-- Work required --
Copy the lines below exactly. Start at the first and finish with the line containing "Convert the map".

▼

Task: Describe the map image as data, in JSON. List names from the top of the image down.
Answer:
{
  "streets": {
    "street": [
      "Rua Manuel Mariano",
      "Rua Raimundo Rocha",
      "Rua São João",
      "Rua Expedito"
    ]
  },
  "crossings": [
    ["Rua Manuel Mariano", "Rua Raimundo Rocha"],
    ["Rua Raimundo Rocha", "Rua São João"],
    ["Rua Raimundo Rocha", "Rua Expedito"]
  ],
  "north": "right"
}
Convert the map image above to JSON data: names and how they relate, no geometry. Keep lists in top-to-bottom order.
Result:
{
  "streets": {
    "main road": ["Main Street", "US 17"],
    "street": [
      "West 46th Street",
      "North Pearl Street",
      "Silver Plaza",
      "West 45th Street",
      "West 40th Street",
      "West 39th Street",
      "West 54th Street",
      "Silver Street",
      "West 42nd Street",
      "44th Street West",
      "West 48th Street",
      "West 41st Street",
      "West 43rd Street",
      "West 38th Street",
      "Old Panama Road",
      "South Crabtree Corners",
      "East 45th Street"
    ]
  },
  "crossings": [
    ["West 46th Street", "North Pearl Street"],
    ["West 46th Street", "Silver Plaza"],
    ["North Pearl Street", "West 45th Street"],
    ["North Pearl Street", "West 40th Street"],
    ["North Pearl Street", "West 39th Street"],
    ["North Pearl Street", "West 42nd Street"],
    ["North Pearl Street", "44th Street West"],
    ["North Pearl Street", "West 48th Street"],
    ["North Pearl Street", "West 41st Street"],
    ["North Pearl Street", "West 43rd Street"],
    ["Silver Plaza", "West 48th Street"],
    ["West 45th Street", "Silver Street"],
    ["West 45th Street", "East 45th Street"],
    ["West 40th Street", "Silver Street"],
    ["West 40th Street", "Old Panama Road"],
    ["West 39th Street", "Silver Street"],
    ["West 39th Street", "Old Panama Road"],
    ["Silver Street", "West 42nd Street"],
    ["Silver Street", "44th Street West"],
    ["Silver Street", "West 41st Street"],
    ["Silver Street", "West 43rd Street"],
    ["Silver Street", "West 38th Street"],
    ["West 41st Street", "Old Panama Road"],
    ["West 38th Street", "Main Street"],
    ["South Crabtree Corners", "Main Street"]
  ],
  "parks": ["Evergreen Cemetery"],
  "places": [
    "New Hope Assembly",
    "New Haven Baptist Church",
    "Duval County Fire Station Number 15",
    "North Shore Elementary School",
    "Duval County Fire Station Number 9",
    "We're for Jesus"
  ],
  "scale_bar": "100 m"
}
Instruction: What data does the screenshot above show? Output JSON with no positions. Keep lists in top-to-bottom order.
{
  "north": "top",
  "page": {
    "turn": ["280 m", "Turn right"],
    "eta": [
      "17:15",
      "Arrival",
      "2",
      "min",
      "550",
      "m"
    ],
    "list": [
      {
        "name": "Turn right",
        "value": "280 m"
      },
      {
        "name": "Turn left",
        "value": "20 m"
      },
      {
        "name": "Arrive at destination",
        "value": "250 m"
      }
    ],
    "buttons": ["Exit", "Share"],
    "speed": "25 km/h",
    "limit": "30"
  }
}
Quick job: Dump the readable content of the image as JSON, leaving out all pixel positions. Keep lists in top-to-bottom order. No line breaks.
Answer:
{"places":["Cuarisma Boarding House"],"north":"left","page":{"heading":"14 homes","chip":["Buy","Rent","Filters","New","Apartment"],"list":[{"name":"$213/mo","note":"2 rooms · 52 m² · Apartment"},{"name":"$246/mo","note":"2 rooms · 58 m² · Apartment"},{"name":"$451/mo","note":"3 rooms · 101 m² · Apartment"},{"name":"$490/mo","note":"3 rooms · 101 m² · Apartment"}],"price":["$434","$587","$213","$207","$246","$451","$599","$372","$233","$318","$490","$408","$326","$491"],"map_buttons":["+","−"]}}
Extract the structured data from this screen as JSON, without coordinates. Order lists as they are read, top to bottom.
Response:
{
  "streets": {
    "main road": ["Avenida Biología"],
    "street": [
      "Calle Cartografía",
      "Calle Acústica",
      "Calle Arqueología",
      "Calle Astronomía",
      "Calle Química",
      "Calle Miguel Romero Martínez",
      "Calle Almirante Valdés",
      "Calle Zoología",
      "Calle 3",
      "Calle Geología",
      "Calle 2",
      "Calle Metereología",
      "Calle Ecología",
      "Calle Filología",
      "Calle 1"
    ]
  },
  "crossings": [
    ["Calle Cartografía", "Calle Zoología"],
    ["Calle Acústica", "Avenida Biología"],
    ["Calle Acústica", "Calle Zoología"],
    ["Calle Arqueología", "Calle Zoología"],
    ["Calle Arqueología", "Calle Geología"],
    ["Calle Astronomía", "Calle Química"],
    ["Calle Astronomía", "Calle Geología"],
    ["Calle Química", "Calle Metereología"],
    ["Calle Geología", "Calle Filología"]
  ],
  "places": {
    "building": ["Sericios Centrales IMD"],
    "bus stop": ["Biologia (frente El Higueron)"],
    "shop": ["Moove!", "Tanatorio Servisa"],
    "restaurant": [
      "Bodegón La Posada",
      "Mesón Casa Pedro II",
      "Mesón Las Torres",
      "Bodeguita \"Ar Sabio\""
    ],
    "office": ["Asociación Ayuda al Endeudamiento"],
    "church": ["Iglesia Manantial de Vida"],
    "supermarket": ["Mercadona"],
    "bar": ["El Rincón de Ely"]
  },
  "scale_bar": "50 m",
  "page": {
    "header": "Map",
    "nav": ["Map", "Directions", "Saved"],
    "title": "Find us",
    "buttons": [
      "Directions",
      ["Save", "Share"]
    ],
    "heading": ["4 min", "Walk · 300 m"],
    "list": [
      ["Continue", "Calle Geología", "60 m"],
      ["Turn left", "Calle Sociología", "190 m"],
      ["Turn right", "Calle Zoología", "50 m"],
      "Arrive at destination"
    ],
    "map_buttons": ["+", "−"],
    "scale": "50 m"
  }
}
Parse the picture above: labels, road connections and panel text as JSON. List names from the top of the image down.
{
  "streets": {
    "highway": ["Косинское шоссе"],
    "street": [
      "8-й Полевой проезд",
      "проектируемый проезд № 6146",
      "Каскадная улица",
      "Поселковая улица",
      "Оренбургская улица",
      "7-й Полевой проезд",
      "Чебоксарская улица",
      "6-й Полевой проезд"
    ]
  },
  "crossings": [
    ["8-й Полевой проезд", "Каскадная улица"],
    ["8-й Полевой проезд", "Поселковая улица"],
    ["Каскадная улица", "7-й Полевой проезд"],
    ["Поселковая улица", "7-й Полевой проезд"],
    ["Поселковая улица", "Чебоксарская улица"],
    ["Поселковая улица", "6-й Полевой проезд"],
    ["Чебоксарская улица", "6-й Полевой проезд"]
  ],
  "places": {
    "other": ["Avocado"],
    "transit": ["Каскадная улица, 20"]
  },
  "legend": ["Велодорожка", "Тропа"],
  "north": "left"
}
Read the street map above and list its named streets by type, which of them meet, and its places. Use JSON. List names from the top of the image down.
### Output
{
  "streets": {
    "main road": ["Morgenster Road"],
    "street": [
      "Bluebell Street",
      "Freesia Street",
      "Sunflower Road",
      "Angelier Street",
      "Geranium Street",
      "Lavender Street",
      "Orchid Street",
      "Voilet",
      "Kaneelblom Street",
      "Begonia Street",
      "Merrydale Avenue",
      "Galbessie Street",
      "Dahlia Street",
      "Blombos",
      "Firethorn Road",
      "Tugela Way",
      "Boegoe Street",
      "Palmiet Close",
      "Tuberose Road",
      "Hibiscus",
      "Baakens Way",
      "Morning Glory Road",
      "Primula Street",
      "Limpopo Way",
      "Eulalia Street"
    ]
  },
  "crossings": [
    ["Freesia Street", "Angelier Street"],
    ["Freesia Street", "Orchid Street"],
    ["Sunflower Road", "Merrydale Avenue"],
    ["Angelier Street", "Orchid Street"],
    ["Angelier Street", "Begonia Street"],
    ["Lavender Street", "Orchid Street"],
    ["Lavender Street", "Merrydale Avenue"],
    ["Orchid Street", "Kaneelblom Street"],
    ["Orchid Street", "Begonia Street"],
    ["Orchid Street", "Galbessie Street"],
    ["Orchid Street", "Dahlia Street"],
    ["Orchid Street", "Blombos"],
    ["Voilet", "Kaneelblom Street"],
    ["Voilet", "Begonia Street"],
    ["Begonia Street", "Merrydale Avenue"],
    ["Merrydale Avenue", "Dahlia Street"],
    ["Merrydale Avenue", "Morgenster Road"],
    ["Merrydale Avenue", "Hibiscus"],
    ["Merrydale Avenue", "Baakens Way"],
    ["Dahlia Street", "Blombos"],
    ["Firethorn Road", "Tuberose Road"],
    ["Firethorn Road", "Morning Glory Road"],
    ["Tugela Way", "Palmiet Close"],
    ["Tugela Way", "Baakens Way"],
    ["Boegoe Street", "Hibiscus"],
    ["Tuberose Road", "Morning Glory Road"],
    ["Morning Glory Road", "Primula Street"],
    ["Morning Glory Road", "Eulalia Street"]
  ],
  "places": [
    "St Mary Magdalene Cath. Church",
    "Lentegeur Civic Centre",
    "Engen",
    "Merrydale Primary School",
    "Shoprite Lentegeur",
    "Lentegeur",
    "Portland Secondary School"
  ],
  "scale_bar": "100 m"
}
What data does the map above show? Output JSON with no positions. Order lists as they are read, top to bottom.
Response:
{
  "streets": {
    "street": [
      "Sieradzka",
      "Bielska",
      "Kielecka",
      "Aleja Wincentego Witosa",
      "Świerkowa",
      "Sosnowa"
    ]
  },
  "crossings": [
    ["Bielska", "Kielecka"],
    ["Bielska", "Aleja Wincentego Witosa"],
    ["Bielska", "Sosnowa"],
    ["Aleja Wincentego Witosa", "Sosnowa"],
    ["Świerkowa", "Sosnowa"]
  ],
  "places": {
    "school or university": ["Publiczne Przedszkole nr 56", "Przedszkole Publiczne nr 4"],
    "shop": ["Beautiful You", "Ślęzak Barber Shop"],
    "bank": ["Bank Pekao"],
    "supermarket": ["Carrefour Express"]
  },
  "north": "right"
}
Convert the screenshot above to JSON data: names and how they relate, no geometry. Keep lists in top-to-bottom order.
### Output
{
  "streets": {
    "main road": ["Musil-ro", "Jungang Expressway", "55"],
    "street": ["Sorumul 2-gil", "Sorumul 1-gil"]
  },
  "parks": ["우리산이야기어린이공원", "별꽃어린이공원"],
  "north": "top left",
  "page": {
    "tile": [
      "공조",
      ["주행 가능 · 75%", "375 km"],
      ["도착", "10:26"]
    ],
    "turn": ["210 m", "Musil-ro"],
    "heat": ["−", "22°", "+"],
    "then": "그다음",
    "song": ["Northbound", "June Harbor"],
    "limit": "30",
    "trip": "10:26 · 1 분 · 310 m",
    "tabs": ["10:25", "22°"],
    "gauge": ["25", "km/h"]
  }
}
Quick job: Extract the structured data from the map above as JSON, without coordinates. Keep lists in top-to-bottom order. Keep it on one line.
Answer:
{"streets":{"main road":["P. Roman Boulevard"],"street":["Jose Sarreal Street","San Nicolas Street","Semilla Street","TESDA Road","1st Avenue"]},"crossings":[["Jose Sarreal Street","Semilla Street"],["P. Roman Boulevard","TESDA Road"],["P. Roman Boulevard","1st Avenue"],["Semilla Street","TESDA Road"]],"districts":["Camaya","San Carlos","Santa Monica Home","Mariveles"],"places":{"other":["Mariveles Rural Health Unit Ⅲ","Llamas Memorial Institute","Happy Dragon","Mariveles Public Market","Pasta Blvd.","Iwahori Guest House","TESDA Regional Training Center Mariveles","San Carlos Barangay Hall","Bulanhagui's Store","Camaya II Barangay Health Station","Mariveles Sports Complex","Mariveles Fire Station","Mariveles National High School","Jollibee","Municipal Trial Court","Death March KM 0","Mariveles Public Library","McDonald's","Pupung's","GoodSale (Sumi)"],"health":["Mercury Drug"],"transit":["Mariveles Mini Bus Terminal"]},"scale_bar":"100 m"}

▲

-- Task result --
Task: Describe the map image as data, in JSON. List names from the top of the image down.
Answer:
{
  "streets": {
    "street": [
      "Rua Manuel Mariano",
      "Rua Raimundo Rocha",
      "Rua São João",
      "Rua Expedito"
    ]
  },
  "crossings": [
    ["Rua Manuel Mariano", "Rua Raimundo Rocha"],
    ["Rua Raimundo Rocha", "Rua São João"],
    ["Rua Raimundo Rocha", "Rua Expedito"]
  ],
  "north": "right"
}
Convert the map image above to JSON data: names and how they relate, no geometry. Keep lists in top-to-bottom order.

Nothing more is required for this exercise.